Posts Tagged ‘living with an eating disorder’

What they don't tell you about eating disordersWelcome to all my new followers. Thank you for joining me. Whilst it’s lovely to have you hear, it means though, there are more and more searching the internet to find support, resources and answers when facing an eating disorder.

Thinking back on our experience and what we have travelled through plus what others have shared, there is a list of things that aren’t told to you when you start this journey. You find them out yourself the hard way and often alone. Some come as a surprise, others you realise are normal but you didn’t think about it. So I thought I would list them, just so it’s out there and because medical support teams don’t tell you.
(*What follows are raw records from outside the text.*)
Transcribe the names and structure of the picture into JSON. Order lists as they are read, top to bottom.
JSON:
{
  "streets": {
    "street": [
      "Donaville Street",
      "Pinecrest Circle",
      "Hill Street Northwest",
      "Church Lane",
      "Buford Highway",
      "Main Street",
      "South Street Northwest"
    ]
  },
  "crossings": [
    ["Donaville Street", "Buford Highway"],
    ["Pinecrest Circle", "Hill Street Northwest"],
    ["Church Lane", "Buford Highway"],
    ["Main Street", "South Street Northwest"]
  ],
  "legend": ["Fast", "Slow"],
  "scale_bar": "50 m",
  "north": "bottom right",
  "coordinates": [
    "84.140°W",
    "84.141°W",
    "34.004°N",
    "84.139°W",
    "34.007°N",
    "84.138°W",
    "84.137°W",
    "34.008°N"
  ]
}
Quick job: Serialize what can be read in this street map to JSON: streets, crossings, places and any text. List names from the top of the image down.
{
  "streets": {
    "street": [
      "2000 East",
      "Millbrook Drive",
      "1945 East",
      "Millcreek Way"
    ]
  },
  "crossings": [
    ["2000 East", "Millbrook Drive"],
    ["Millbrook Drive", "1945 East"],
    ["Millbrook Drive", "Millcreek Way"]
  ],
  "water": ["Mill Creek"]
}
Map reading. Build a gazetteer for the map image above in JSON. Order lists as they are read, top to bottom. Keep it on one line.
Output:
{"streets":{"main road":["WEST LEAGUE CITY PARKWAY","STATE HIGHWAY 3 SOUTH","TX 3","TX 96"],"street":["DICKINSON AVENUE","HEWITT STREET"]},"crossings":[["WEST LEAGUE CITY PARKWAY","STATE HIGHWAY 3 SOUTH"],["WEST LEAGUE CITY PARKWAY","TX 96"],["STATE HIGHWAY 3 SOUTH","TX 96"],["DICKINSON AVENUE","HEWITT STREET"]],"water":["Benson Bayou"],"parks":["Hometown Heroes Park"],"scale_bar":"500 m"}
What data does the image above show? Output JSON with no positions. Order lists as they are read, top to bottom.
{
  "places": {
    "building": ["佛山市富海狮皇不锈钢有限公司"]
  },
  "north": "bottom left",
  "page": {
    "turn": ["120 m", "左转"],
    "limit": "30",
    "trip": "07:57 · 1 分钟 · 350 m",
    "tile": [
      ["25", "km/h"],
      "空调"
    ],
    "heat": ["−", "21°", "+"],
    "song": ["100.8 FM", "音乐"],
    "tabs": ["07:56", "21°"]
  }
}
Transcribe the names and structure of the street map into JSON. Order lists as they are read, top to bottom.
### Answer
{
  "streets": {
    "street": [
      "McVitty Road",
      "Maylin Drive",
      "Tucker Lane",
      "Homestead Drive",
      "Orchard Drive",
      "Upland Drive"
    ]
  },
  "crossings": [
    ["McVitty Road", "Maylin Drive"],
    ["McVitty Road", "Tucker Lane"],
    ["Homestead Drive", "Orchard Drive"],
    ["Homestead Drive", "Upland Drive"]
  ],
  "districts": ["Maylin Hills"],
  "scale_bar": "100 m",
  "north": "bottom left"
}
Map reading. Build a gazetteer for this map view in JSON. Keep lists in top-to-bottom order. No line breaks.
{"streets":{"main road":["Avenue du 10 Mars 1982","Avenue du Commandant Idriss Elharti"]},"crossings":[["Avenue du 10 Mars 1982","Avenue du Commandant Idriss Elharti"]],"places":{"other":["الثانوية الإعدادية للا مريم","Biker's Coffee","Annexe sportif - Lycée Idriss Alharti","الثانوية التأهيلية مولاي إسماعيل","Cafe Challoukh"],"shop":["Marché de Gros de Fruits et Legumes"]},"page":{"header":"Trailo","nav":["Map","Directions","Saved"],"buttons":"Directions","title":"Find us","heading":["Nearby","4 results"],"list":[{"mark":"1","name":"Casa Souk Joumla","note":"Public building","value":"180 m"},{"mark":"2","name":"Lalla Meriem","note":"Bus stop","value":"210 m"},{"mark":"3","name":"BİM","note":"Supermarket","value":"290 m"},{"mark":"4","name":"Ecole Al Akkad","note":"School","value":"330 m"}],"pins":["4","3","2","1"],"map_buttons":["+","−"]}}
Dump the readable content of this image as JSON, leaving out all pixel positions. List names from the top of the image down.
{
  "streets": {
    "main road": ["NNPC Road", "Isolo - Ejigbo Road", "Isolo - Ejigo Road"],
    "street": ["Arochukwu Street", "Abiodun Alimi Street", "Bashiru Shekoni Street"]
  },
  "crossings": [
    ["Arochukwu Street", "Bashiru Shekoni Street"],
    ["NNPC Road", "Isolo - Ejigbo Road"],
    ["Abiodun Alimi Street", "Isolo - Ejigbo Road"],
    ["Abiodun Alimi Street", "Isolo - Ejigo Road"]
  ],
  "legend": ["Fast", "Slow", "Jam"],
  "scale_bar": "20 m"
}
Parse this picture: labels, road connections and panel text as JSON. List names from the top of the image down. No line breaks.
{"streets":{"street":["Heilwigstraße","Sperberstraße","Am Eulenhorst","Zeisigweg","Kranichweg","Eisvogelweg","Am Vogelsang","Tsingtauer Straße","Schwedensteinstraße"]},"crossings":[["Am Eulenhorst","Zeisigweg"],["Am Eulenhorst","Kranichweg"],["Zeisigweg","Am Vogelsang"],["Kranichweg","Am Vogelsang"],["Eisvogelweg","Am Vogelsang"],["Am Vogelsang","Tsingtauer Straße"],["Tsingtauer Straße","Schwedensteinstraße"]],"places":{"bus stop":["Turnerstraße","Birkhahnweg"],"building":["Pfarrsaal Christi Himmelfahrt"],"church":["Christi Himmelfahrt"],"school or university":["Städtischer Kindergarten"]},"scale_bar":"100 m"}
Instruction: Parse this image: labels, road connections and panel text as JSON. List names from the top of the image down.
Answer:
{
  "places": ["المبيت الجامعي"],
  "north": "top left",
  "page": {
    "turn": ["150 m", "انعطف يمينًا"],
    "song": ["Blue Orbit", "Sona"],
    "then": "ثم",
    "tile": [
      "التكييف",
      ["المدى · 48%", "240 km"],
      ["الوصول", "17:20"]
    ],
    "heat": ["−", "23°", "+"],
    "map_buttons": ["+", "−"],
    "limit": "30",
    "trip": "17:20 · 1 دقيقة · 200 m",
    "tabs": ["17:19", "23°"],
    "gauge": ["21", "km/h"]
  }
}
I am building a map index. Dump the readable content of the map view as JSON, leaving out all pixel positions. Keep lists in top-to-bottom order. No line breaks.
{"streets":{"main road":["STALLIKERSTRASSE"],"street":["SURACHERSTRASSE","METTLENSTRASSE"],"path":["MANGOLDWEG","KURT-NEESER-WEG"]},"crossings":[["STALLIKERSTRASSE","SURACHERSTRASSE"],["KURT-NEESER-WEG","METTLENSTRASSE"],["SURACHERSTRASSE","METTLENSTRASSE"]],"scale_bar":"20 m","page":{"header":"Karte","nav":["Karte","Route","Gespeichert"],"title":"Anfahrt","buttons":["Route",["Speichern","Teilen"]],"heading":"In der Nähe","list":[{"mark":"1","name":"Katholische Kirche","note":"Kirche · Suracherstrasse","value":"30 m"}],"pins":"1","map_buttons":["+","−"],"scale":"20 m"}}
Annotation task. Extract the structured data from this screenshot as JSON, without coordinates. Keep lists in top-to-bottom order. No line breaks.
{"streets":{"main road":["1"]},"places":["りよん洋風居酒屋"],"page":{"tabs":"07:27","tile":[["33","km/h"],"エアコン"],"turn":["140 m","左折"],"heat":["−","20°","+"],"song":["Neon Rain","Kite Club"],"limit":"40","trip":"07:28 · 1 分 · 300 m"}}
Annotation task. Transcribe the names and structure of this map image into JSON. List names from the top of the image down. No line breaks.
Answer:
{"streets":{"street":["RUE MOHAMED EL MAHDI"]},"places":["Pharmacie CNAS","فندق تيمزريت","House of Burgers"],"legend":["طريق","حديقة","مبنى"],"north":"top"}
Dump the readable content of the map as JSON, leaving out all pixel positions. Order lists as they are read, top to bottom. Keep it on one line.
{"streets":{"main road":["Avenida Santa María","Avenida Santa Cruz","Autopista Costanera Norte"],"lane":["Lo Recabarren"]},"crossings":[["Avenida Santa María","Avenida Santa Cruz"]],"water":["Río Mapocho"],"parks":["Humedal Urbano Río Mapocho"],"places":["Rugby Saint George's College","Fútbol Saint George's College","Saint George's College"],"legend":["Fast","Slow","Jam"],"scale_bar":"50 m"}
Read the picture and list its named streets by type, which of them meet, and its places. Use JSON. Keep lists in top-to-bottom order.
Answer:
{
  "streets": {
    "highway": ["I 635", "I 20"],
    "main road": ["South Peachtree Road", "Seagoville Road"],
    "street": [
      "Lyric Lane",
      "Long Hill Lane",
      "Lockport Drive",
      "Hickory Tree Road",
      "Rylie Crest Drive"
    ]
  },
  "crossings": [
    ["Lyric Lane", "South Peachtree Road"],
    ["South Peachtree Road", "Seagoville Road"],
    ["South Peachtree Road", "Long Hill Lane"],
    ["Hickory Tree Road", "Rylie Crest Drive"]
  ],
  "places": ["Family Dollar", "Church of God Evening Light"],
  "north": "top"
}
  • You (the carer) are often the front-line and sometimes only line of care. Funding and resources can make it very difficult to get what you may need.
  • This is going to be a long journey. You won’t just get well after the first ’round’. It will take years in some cases.
  • You need to treat yourself for self-care just as much as you care for your loved one. It’s essential to survival.
  • Your marriage or significant relationship will be tested to the max. Take care of it.
  • This is NOT your fault. It’s not your parenting or your family. It is a genetic pre-disposition.
  • How exhausted and OVER it you will be. How refeeding is draining. That you will have a list of appointments on a weekly, fortnightly, monthly basis that you might have to drive miles to.
  • You will find yourself up against schools, doctors, clinics, friends, family. Most have a ‘warped’ idea of eating disorders. You have to explain and educate just to get the care your loved one needs.
  • You will need to swat up on symptoms, treatment, research. No one else will teach this. As you are the front line you need to know this stuff.
  • There are not enough resources or funds in place to provide what your loved one or you will need. That includes treatment centres and hospital beds. And a lot of written resources are often out of date (badly).
  • You are not alone – even if it feels like it. There are many of us on the internet, facebook and other medias who are travelling this journey and can support you.
  • Your child will become a totally different person – loud, rude, violent, abusive, manipulative and lies. This is the illness not your child.
  • Logical, clear, rational thinking will not be part of your loved ones thinking. The illness is in full residence and they are not able to eat, care, stop or save themselves when they are very ill.
  • When really sick, they smell. This really threw me. My beautiful daughter smelt like death – sour, old and decaying. The body is breaking down and the smell starts from a relatively higher weight than you think.
  • Watching the lanugo (fine hair) grow on your child body. Also quite freakish for a parent. It’s the body’s way of keeping warm when there is no fuel to feed it or enough fat to warm it.
  • Night-time heart rates go much lower than day time. Whilst doctors do the medical observations they only ever do day-time, standing and sitting ones. At very low weights the night-time heart rate is actually very scary and can be dropping into intensive care levels without you knowing it.
  • Medical professional won’t know it all. Medications are one big area they are in the dark about. It’s trial and error, of sometimes many medications tried or grouped to find something that might work.
  • That relapse is every parents nightmare, when in actual fact it can be monitored and cared for quite closely by an aware and caring team.
  • There will be a before ED and an after ED state for your family. It will affect everything and the way you live and think for years to come – even when your loved one is fully recovered.
  • Eating disorders are a family illness. It will affect all the members and relationships within.
  • How quickly your loved one can develop an eating disorder and become critical.
  • The blood results will stay ‘normal’ for ages then suddenly drop at the last possible minute. Make sure you have medical support around you.
  • Hope is real and full recovery possible. Even good levels of recovery are better than the original illness.
  • Associated and long term digestive problems, bowel problems, bladder problems, over health problems, teeth, bones, Vit D, Vit B, calcium levels.
  • Despite all the pain, fear and the enormity of it all, you will be given strength to do this.

Read Full Post »

No new textbooks, no new courses. Just confusion, doubt, insecurities, and maybe I shouldn’t do uni. It is also HSC trial week for her.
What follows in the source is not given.